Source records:
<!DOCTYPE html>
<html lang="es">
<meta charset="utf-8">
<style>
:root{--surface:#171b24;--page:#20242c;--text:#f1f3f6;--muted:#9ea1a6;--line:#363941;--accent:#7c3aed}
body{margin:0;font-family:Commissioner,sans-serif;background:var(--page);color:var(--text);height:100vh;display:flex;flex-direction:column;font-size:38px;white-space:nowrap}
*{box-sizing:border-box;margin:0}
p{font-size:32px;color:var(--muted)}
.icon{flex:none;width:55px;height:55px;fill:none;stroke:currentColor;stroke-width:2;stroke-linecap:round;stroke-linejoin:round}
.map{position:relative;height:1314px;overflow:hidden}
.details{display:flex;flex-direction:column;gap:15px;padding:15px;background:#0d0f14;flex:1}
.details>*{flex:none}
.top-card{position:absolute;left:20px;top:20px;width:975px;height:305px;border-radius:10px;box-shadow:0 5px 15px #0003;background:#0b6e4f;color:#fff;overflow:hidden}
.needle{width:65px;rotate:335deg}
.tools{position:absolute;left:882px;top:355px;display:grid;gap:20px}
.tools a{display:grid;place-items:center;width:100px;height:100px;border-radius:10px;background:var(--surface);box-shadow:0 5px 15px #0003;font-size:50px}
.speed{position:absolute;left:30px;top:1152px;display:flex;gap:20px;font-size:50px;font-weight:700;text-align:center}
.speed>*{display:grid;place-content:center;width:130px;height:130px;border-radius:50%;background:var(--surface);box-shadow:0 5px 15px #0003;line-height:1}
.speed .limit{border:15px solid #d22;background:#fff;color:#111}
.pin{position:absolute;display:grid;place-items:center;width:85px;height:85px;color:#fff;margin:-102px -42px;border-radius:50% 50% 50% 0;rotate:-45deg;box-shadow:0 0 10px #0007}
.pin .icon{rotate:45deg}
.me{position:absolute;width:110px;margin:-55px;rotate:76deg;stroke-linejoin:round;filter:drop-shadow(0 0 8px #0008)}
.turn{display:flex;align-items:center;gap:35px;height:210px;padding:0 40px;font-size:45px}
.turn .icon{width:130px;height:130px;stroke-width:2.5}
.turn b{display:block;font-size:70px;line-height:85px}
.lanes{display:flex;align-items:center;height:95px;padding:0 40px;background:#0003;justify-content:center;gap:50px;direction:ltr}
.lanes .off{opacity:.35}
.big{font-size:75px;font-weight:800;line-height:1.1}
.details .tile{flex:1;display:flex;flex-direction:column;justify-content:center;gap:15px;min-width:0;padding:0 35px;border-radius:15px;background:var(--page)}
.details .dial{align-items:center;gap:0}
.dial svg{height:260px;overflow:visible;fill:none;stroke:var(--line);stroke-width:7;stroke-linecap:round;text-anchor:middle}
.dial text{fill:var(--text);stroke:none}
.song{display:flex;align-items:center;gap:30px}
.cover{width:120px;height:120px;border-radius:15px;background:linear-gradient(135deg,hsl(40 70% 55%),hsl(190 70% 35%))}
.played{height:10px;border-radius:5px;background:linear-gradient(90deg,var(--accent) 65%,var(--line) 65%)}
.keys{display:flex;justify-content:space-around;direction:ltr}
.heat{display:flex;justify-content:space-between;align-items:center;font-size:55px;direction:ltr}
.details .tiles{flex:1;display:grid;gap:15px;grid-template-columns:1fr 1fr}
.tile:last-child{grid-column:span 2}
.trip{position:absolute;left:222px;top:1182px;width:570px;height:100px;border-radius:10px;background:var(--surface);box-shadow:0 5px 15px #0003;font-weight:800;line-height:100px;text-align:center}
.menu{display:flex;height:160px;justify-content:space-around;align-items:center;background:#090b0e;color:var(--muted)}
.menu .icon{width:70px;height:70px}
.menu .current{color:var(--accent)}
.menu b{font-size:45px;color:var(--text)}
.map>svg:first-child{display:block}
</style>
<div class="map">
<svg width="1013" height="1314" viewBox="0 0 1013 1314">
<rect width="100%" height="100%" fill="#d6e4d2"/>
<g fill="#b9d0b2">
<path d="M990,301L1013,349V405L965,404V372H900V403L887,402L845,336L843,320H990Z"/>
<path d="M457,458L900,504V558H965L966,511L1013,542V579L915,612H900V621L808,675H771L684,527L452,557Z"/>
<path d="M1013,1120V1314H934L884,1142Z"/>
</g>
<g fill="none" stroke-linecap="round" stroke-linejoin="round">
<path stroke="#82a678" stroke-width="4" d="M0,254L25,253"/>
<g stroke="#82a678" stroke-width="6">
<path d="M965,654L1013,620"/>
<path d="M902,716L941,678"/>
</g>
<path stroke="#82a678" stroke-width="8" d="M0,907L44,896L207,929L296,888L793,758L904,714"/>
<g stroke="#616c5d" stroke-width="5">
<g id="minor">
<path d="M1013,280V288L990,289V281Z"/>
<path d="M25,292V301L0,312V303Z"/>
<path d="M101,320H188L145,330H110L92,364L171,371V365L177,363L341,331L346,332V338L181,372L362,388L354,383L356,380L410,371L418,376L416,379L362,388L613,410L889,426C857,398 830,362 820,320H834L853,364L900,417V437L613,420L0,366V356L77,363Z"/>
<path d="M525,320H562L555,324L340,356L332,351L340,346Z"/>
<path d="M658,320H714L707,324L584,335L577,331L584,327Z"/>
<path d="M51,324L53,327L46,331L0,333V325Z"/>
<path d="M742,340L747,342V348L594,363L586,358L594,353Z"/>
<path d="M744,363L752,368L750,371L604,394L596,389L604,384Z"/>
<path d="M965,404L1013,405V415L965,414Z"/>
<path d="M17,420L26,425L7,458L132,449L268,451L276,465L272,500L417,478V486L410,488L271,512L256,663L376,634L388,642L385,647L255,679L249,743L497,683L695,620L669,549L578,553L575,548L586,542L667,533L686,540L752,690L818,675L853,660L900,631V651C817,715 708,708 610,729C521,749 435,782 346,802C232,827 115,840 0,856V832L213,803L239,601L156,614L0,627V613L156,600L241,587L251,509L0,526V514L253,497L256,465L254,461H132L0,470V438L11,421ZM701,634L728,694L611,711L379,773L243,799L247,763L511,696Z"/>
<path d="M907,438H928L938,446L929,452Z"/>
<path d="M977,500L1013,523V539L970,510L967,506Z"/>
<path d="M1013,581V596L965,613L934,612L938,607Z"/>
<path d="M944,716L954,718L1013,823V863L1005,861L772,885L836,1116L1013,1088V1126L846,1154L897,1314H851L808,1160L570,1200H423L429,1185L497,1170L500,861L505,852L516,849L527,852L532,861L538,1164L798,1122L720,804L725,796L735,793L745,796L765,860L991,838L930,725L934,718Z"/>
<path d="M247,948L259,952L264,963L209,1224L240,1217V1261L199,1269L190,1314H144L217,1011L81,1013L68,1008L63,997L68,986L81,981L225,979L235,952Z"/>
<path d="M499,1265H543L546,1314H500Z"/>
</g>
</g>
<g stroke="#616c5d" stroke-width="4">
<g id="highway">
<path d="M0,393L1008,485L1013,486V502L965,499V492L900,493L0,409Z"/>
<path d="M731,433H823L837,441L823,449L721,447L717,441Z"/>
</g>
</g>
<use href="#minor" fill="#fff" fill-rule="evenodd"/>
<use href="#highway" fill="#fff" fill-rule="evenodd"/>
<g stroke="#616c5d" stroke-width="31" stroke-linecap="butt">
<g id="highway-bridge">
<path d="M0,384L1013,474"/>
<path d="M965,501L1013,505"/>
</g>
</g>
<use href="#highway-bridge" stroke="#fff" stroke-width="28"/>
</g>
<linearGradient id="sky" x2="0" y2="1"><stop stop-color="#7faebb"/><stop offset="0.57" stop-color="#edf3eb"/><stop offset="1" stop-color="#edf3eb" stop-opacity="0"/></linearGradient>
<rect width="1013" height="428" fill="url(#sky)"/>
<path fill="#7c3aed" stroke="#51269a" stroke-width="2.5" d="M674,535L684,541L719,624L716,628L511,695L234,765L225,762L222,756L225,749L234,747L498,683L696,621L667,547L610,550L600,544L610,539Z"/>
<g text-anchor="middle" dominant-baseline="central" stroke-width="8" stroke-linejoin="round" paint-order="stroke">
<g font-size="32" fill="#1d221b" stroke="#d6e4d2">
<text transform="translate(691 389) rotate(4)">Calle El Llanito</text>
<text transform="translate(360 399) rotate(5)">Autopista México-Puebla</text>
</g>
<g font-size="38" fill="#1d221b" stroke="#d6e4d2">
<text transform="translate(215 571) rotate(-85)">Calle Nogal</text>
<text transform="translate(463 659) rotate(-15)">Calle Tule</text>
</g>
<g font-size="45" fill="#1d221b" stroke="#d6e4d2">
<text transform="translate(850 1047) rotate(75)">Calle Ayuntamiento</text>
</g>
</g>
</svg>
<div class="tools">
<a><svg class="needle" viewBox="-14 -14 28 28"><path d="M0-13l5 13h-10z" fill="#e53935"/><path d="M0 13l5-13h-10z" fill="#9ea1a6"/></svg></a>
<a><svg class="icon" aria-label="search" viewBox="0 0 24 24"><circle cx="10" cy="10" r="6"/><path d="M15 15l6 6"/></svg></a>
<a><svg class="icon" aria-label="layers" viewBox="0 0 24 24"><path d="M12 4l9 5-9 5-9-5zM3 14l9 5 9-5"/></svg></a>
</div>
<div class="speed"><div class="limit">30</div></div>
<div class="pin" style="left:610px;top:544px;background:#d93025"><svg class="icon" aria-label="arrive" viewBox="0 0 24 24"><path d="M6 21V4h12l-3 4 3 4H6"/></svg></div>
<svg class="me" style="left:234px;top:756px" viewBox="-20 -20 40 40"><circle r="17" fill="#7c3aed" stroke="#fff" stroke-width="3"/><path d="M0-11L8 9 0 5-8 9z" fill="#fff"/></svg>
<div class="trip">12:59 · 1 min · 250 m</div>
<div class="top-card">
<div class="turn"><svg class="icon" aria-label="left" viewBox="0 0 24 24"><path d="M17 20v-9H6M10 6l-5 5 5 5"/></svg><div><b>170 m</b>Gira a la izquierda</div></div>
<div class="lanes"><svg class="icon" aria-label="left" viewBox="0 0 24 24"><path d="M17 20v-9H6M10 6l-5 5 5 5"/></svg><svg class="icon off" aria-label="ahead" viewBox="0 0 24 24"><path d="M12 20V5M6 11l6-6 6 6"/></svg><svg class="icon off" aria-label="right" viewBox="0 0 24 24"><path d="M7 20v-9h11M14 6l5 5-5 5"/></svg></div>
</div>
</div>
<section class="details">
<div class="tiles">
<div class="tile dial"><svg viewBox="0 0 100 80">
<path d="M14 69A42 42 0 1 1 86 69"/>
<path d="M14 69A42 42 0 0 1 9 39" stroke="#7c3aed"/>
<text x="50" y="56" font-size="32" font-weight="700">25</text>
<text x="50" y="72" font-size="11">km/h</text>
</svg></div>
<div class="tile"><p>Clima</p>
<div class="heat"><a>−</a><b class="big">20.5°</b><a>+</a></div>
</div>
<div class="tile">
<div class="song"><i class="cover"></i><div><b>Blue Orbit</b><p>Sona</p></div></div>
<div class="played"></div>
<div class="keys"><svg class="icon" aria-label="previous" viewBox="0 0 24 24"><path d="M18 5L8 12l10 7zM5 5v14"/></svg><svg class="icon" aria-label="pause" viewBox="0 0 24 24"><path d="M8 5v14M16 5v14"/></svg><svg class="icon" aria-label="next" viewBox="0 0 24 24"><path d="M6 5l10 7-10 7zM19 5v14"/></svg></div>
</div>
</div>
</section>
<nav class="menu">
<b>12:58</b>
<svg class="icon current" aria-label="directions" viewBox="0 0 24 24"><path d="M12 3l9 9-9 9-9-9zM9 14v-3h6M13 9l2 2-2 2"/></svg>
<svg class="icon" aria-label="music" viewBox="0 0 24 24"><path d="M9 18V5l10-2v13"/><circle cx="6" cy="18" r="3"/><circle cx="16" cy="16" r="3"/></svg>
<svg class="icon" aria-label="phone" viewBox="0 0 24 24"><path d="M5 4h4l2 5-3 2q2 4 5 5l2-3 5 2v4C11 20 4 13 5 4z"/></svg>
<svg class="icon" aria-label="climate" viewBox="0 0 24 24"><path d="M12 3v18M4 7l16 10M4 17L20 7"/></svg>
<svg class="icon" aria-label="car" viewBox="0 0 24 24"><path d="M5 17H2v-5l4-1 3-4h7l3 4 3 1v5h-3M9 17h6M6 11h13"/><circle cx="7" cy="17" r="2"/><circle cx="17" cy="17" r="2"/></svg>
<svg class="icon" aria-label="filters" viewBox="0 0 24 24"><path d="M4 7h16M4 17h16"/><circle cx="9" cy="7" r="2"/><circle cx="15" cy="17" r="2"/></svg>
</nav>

**Exercise objective**
From the data above, copy each line that has the string "played".

**Reply to the task**
.played{height:10px;border-radius:5px;background:linear-gradient(90deg,var(--accent) 65%,var(--line) 65%)}
<div class="played"></div>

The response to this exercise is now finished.